(Collection entries)
....................
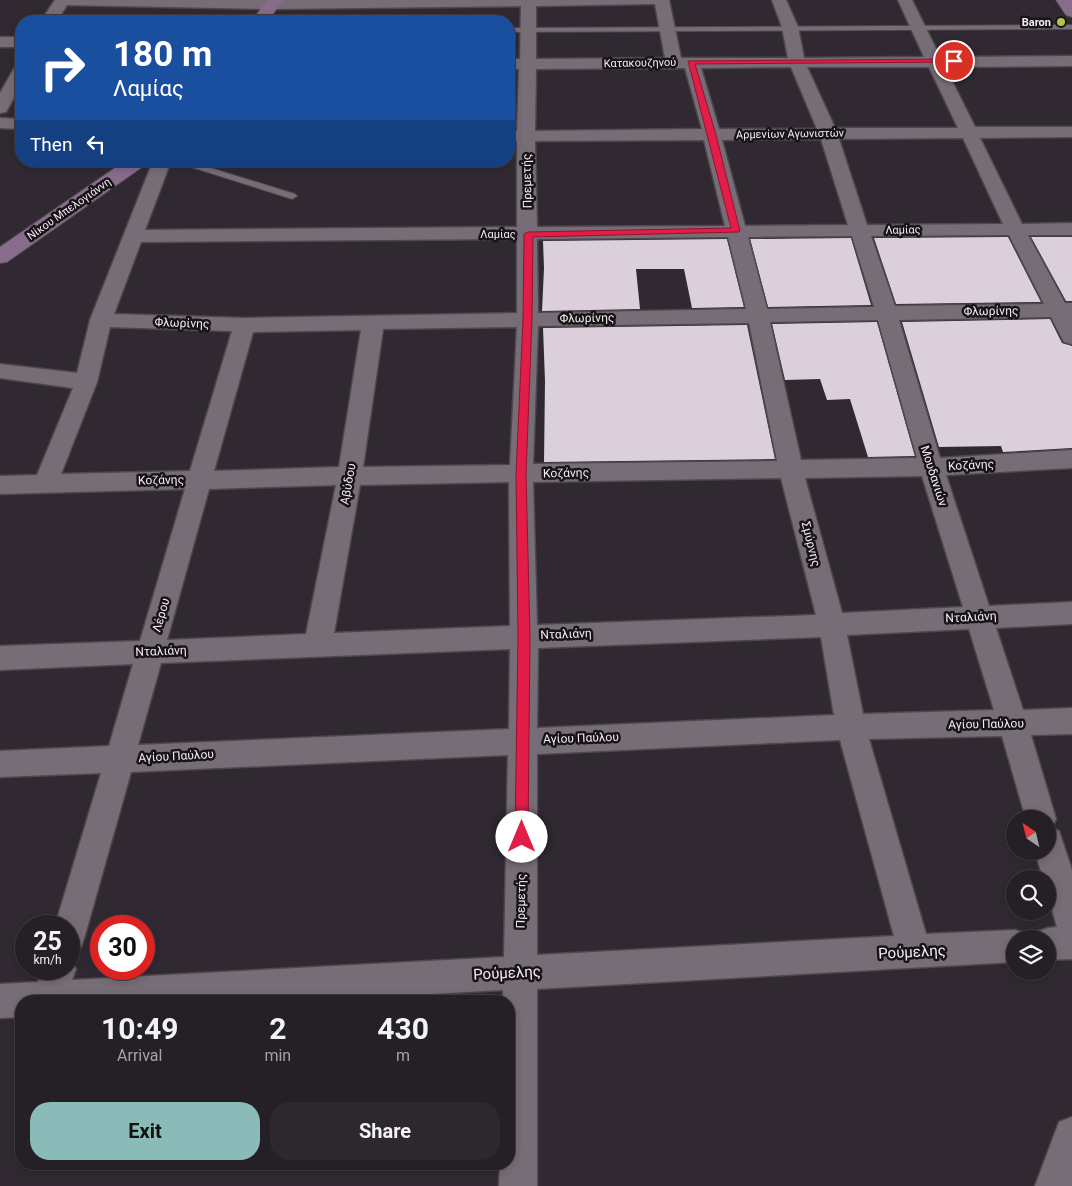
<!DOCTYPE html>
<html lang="en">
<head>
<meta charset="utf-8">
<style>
	body { margin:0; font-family:Roboto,sans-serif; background:#2d272e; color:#f1f3f6; height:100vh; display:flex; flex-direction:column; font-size:19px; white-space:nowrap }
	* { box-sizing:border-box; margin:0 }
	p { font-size:16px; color:#a3a2a7 }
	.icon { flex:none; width:28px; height:28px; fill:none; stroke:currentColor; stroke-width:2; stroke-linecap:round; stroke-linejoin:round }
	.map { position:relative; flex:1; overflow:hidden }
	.sheet { position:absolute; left:15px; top:995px; width:500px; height:175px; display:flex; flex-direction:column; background:#251f26; border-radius:20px; box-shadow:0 2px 8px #0003,0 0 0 1px #423d43 }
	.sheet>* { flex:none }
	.top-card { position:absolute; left:15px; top:15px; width:500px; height:152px; border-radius:20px; box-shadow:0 2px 8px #0003,0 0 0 1px #423d43; background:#1a4fa0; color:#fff; overflow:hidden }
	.needle { width:32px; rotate:325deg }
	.fabs { position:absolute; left:1006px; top:810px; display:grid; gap:10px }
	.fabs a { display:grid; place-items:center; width:50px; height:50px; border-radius:50%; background:#251f26; box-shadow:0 2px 8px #0003,0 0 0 1px #423d43; font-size:25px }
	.speed { position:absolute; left:15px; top:915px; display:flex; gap:10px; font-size:25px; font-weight:700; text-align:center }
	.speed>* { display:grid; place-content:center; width:65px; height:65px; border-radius:50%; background:#251f26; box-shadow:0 2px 8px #0003,0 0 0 1px #423d43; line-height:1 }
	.speed small { font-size:12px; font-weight:400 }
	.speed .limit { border:8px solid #d22; background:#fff; color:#111 }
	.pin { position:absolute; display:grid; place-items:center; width:42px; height:42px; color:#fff; margin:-21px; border:2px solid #fff; border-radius:50%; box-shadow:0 1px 5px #0007 }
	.me { position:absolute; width:55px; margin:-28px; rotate:0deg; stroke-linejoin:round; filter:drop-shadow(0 0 4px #0008) }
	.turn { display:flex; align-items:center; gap:18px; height:105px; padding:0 15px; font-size:22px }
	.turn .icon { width:65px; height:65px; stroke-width:2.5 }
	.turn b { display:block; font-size:35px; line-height:42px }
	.then { display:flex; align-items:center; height:48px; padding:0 15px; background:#0003; gap:10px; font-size:19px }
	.eta { display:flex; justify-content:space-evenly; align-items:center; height:85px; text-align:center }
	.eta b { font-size:30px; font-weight:700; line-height:35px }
	.action { display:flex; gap:10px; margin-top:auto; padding:10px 15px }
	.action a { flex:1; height:58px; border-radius:20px; background:#8bbbb9; color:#111; font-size:20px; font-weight:700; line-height:58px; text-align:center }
	.action a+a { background:#2d272e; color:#f1f3f6 }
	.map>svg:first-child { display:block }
	.building { fill:#dacfda }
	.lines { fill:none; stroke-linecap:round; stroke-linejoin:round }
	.service-casing { stroke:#4d474e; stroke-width:2 }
	.minor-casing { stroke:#4d474e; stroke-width:3 }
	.secondary-casing { stroke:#4d474e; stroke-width:2 }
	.service { fill:#776d77; fill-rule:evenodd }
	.minor { fill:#776d77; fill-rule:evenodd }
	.secondary { fill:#896b8b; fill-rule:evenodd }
	.route { fill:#e11d48; stroke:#92132f }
	.poi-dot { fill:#b5c249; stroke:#171317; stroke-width:2 }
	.labels { text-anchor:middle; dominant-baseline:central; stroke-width:5; stroke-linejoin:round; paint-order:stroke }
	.far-poi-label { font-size:11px; font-weight:bold; fill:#f3edf3; stroke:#171317; text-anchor:end }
	.far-street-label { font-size:11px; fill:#f3edf3; stroke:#171317 }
	.street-label { font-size:12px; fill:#f3edf3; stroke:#171317 }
	.near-street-label { font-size:15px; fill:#f3edf3; stroke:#171317 }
</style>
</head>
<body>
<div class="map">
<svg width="1072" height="1186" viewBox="0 0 1072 1186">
	<rect width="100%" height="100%" fill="#312932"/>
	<!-- building -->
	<path class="building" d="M1008,237L1041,302L896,304L874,238Z
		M1031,237H1072V301H1066Z
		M851,238L871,305L768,307L750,239Z
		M727,239L744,307L692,308L684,269H636L640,309L542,311L544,268L543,241Z
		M1050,319L1062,343L1072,346V448L1003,452L1001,446L939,447L902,322Z
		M877,322L915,456L868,457L850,399L827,400L820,379L785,380L772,324Z
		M747,325L775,459L544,462L545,381L543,328Z"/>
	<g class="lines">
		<!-- service casing -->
		<g class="service-casing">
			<path id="service" d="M1072,25V29L509,32V28Z
				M172,161H188L295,194L297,196L292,199L289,198Z"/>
		</g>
		<!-- minor casing -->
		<g class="minor-casing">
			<path id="minor" d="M55,0H669L681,58H788L782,27L772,0H786L798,27L804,58L924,57L898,0H912L940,57L1072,56V66L945,67L975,127H1072V137L980,138L1022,224L1072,223V235H1028L1065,303H1072V344L1064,342L1051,317L899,320L940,458L1072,450V468L946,475L989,606L1072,602V624L996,628L1023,710L1072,708V734L1031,735L1056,819L1052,828L1059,831L1072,870V959L1048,960V939H1034L1036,932L1048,928L1057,927L1048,895V879H1043L1035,851H1048V819H1026L1002,736L869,739L926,934L1015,930L1027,934L1028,939H1015V962L537,989V1186H499L500,1164H509V1001H503V990L306,1001H21V1017L0,1018V984L38,982L42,969H69V956L76,969L72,980L504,957L508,755L131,772L85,935L81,947L69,951V926H55L101,773L0,777V751L109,746L133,664L0,670V646L140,641L185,489L0,494V476L37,475L73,388L0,378V364L77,373L90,320L153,161H171L145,230L517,227V141H509V131H517L519,69H509V59H520L521,6L272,9L67,5L57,21H41ZM653,4H655L665,58L536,59V6ZM791,67L817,129H719L701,68ZM807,67H929L958,128H835ZM685,68L702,129L535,131L536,69ZM963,138L1003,224L867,225L839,139ZM821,139L848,225L745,226L722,140ZM704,140L725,226L537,227L535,141ZM1009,235L1044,304L895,306L871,236ZM852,236L874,307L767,309L748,237ZM728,237L746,309L538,313L537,239ZM517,239V313L244,318L114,314L141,242ZM878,320L917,458L801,460L770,322ZM749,323L777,461L533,464L538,326ZM110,327L232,331L190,471L61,474L97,382ZM517,327L510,465L363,467L383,329ZM361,330L339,467L214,471L253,332ZM922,476L963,607L842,613L805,478ZM781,478L816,615L537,625L533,482ZM509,482L510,626L334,633L360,485ZM336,485L306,634L167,640L209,489ZM969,629L994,710L863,714L847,635ZM821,637L834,715L537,728L538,648ZM510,649L509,729L138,745L161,663ZM840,740L894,936L537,955V754Z
				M0,37H21V47H0Z
				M21,65V85L6,112L0,113V93L15,67Z
				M0,118L21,119V129L0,128Z
				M1072,1117V1186H1035L1059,1122Z"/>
		</g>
		<!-- secondary casing -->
		<g class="secondary-casing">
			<path id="secondary" d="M267,0H283L268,21H252Z
				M1056,0H1072V17L1066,15Z
				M125,161H147L145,165L7,262L0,263V247Z"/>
		</g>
		<!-- service -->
		<use href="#service" class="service"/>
		<!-- minor -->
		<use href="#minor" class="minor"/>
		<!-- secondary -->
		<use href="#secondary" class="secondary"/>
	</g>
	<!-- route -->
	<path class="route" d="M954,59L958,61L957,62L695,64L716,135L740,231L739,232L533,237L532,319L526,474L530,636L528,837L526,842L522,844L517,842L515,837L518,636L516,474L523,319L524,234L528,232L731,228L688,61Z"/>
	<!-- markers -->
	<circle class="poi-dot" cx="1061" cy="22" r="5"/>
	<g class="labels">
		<!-- far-poi labels -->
		<g class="far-poi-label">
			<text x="1051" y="22">Baron</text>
		</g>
		<!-- far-street labels -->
		<g class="far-street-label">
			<text transform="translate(640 63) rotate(-1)">Κατακουζηνού</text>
			<text transform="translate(790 134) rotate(-1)">Αρμενίων Αγωνιστών</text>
			<text transform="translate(69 209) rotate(-35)">Νίκου Μπελογιάννη</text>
			<text transform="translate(903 230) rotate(-1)">Λαμίας</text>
			<text x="498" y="234">Λαμίας</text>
		</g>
		<!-- street labels -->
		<g class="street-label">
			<text transform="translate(527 181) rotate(-91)">Πρεμετής</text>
			<text transform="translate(991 311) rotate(-1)">Φλωρίνης</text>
			<text transform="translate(587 318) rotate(-1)">Φλωρίνης</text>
			<text transform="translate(182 323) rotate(2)">Φλωρίνης</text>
			<text transform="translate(971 465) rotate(-3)">Κοζάνης</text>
			<text transform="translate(566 473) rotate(-1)">Κοζάνης</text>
			<text transform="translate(934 476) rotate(72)">Μουδανιών</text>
			<text transform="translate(161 480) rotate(-1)">Κοζάνης</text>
			<text transform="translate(348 484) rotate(-80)">Αβύδου</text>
			<text transform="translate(811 544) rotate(76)">Σμύρνης</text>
			<text transform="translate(161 615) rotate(-74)">Λέρου</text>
			<text transform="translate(971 617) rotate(-3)">Νταλιάνη</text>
			<text transform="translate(566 634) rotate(-2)">Νταλιάνη</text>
			<text transform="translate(161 651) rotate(-2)">Νταλιάνη</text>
			<text transform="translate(986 724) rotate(-1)">Αγίου Παύλου</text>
			<text transform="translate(581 738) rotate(-2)">Αγίου Παύλου</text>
			<text transform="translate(176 756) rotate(-3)">Αγίου Παύλου</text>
			<text transform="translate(521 901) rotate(-89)">Πρεμετής</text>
		</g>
		<!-- near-street labels -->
		<g class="near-street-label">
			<text transform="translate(912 952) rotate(-3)">Ρούμελης</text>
			<text transform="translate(507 973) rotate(-3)">Ρούμελης</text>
		</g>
	</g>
</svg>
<div class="fabs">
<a><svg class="needle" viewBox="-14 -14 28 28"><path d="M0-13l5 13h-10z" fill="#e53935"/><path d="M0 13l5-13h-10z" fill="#a3a2a7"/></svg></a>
<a><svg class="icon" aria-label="search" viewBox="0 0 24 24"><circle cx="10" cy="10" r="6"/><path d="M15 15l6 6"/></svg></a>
<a><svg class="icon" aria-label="layers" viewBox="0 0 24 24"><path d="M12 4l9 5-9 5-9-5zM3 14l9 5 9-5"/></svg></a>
</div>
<div class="speed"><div>25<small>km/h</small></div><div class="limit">30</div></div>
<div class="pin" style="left:954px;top:61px;background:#d93025"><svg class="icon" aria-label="arrive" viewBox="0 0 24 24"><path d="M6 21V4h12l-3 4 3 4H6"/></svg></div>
<svg class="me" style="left:522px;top:837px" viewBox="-20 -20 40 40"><circle r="19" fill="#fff"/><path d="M0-13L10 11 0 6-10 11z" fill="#e11d48"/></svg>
<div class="top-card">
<div class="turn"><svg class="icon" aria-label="right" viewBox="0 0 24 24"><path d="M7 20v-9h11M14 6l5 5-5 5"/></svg><div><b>180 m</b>Λαμίας</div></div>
<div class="then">Then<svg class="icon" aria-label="left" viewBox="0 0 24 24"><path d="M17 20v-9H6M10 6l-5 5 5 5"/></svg></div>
</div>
<section class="sheet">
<div class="eta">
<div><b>10:49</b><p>Arrival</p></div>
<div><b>2</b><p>min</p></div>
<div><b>430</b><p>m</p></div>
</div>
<div class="action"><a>Exit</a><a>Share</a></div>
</section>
</div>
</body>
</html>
....................
▸ **Task to complete**
The expected output is each line of the records above that includes the word "solid".

▸ **Result below**
	.speed .limit { border:8px solid #d22; background:#fff; color:#111 }
	.pin { position:absolute; display:grid; place-items:center; width:42px; height:42px; color:#fff; margin:-21px; border:2px solid #fff; border-radius:50%; box-shadow:0 1px 5px #0007 }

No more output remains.